Paul se retourne vers un autre, flottant dans un coin isolé, sur le côté et lui loge une seconde balle dans le buffet alors qu’il sortait son arme personnelle de son étui.

Normalement, le massacre doit s’arrêter là, il le sait pour avoir pris connaissance des archives de Steph.

« Un autre candidat ? »

Les mots ne sont pas ceux-là quand ils sortent de son larynx, mais ils sont immédiatement traduits par un des cyborgs qui l’accompagnent en langage coutumier aux autres officiers de la légion.

« Rétablissez immédiatement la gravitation, que je n’ai pas à le faire moi-même ! »

L’un des officiers obtempère.

Tout le monde choie sur ses pieds (ou ce qui en fait office), l’arme sortie de son étui produit un son métallique en heurtant le sol, les gouttes de sang des deux victimes de Paul éclatent en une multitude de tâches par terre.

« Paul de Bréveuil, alias « Charlotte », ambassadeur de la Coupole. Je prends le commandement de cet appareil. »

Un prénom neutre et autre féminin. Serait-ce un transgenre ?
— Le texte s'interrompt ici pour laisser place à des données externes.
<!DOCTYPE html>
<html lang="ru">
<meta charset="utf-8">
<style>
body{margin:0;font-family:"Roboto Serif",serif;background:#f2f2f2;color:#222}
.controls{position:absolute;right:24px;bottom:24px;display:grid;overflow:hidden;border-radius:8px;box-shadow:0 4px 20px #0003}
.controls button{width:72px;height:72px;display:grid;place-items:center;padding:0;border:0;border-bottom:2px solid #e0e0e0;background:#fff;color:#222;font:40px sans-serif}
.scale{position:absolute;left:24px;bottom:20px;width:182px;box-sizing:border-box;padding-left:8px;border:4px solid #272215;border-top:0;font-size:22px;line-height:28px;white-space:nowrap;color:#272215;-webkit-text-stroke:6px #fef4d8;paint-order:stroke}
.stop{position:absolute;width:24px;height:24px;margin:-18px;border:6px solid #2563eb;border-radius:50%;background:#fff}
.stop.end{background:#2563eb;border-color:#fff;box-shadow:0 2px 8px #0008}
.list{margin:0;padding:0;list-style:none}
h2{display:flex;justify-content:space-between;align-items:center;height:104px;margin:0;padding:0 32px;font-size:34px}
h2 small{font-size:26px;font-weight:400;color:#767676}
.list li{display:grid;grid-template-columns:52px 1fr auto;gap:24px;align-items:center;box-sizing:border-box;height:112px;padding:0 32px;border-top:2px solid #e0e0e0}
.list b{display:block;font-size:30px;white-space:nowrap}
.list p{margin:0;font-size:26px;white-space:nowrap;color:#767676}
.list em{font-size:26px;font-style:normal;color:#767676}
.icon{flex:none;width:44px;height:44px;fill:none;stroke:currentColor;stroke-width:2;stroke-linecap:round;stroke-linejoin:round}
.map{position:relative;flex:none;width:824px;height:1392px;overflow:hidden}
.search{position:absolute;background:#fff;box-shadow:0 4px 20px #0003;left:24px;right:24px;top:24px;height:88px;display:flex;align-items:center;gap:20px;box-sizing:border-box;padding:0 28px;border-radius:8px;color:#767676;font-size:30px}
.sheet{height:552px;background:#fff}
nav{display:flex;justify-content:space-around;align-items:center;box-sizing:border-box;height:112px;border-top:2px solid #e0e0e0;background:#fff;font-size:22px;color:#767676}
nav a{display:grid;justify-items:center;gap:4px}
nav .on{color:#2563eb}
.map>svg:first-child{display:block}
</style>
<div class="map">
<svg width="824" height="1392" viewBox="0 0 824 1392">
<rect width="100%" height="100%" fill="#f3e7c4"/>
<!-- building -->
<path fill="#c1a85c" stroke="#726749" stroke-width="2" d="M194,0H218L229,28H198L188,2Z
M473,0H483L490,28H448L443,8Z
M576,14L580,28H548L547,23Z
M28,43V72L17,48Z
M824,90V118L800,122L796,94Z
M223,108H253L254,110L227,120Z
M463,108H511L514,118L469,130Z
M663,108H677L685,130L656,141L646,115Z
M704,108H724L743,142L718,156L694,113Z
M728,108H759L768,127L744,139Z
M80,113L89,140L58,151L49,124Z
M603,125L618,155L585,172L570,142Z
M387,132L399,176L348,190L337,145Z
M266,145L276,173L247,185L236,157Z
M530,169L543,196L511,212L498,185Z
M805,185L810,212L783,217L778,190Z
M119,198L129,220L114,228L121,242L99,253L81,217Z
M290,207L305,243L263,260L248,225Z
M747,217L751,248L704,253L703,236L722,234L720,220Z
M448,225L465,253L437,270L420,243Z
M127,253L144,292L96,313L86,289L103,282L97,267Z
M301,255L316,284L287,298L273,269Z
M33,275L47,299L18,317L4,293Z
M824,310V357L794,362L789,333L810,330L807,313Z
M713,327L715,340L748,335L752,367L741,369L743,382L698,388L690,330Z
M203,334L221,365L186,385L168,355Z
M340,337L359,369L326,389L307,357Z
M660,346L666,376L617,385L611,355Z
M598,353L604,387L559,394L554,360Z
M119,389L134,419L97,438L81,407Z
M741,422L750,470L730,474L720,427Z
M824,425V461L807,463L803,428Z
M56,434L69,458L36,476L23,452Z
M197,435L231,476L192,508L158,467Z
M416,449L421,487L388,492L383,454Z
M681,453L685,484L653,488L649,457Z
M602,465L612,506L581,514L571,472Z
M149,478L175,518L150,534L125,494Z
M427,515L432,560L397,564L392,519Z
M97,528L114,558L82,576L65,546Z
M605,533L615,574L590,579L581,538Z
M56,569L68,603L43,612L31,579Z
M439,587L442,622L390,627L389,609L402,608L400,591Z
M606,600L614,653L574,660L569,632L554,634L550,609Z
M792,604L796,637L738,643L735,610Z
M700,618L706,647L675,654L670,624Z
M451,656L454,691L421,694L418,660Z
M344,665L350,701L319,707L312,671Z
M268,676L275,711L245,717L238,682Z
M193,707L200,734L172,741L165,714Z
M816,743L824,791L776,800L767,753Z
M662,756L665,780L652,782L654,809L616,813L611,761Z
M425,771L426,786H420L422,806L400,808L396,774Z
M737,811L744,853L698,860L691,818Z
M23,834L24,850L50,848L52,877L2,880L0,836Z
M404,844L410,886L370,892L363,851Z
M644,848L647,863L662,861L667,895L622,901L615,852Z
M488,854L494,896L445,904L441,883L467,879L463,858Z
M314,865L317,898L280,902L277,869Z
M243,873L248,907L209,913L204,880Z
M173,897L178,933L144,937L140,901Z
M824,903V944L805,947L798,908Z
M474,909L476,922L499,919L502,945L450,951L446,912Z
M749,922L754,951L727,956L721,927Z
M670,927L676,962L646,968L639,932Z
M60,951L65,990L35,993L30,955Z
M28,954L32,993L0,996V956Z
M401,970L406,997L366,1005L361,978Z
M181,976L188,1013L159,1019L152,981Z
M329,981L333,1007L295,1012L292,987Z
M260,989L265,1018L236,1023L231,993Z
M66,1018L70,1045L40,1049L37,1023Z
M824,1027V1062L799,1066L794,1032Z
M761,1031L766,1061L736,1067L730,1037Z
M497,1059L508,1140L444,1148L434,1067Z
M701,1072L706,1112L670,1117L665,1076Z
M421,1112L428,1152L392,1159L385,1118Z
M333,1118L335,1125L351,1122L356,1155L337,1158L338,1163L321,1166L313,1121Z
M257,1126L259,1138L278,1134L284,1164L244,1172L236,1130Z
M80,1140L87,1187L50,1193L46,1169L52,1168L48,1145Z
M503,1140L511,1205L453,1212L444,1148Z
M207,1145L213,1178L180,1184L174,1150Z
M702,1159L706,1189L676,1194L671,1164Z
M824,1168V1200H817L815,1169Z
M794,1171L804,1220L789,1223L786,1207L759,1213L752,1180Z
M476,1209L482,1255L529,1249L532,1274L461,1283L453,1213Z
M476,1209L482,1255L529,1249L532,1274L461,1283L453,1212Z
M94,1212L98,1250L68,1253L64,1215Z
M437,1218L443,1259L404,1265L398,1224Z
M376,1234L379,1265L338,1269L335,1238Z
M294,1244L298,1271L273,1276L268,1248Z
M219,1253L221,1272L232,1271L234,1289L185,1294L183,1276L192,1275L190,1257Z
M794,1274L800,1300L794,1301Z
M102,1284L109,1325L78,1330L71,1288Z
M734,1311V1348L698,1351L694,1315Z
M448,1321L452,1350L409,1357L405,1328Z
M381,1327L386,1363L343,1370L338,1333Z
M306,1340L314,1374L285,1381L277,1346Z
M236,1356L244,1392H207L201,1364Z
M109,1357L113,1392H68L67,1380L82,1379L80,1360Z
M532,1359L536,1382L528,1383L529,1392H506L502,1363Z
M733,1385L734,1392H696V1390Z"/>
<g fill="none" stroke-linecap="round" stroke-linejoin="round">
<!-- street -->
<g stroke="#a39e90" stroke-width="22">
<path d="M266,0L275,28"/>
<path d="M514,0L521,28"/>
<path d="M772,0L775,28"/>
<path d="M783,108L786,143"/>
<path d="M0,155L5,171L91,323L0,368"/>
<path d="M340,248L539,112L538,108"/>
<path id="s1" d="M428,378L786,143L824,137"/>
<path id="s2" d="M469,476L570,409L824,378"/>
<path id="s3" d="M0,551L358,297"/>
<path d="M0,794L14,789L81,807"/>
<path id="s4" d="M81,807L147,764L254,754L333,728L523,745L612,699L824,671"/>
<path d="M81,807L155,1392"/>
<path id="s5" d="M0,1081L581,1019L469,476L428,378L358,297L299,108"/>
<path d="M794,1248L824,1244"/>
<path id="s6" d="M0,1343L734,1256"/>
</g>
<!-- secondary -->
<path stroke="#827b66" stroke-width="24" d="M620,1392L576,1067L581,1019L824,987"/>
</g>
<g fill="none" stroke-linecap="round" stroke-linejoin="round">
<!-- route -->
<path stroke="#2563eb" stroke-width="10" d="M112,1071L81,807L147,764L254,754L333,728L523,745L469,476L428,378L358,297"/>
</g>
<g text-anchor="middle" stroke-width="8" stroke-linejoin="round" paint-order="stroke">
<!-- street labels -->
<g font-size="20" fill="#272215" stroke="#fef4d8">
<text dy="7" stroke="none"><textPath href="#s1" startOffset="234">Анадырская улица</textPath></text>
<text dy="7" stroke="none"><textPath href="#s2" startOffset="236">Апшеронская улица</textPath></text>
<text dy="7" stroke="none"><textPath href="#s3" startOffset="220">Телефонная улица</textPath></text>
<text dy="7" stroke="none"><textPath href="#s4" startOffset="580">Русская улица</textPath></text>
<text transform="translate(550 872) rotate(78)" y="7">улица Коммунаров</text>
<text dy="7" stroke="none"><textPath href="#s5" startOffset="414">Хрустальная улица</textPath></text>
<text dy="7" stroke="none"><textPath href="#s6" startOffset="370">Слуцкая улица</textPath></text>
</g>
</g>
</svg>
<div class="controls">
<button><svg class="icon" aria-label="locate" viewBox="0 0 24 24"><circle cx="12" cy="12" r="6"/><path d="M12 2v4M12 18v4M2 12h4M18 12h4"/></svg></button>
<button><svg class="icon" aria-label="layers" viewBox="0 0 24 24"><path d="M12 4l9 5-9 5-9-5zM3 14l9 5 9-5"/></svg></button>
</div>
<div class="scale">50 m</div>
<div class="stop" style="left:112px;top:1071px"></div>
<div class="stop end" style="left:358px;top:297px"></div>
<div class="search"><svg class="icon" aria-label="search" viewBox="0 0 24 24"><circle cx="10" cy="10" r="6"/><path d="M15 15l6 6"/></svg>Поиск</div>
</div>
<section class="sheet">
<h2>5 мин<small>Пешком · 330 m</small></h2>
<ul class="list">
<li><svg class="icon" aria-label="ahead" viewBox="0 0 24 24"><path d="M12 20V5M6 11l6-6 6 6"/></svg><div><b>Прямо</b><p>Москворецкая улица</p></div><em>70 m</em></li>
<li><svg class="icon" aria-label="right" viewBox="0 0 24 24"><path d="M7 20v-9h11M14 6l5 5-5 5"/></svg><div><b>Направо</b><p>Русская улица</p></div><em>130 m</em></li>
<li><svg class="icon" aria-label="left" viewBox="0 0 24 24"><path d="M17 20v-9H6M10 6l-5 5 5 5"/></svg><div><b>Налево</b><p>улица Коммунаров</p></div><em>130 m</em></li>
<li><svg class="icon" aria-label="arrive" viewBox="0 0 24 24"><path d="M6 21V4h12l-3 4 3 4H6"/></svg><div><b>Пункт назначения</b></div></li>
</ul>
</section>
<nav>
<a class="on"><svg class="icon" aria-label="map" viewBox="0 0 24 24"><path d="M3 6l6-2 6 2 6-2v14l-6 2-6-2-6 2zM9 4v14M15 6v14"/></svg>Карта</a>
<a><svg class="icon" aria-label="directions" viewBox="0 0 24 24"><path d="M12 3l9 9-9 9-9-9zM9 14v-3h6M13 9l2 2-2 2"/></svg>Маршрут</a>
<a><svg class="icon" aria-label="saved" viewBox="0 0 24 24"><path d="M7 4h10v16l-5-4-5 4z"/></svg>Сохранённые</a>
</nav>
Qu’est-ce donc que la Coupole ?

Est-ce une façon normale et « diplomatique » propre à la fonction d’ambassadeur que de commencer par tuer des officiers de la légion ?

« Vous allez évacuer avec vos barges de secours vers l’appareil en second. Tous ! »

Le temps de comprendre…

« Tous, sauf les droïdes, les cyborgs, les robots d’entretien et un pilote. »

Il prend un otage ?

« Exécution ! Et plus vite que ça. Sortez-moi aussi l’amiral Landditsy de son trou et amenez-le-moi. »

Comment cette… créature peut-elle connaître le nom de l’ex-patron du bord et de la flottille ?

 

« Je ne comprends pas, je ne comprends pas », commence ainsi l’amiral qui est amené manu-militari par les propres cyborgs de son bord, alors que d’autres regroupent les légionnaires vers les véhicules de sauvetage.

« – Qu’est-ce se passe ici ?

– Paul de Bréveuil, ambassadeur de la Coupole. Je prends le commandement de ce vaisseau et vous décharge de toute responsabilité quant à l’usage que je vais en faire.

– …

– Prise de guerre. Mais je vais vous le restituer d’ici quelques temps. Après usage. J’ai besoin d’un de vos officiers qualifiés pour en rendre compte et le piloter. Juste durant l’intervalle. Vous ne comptez pas comme moi, mais j’en ai pour environ 260 de mes mois. Si vous êtes assez patient, vous le récupérerez. »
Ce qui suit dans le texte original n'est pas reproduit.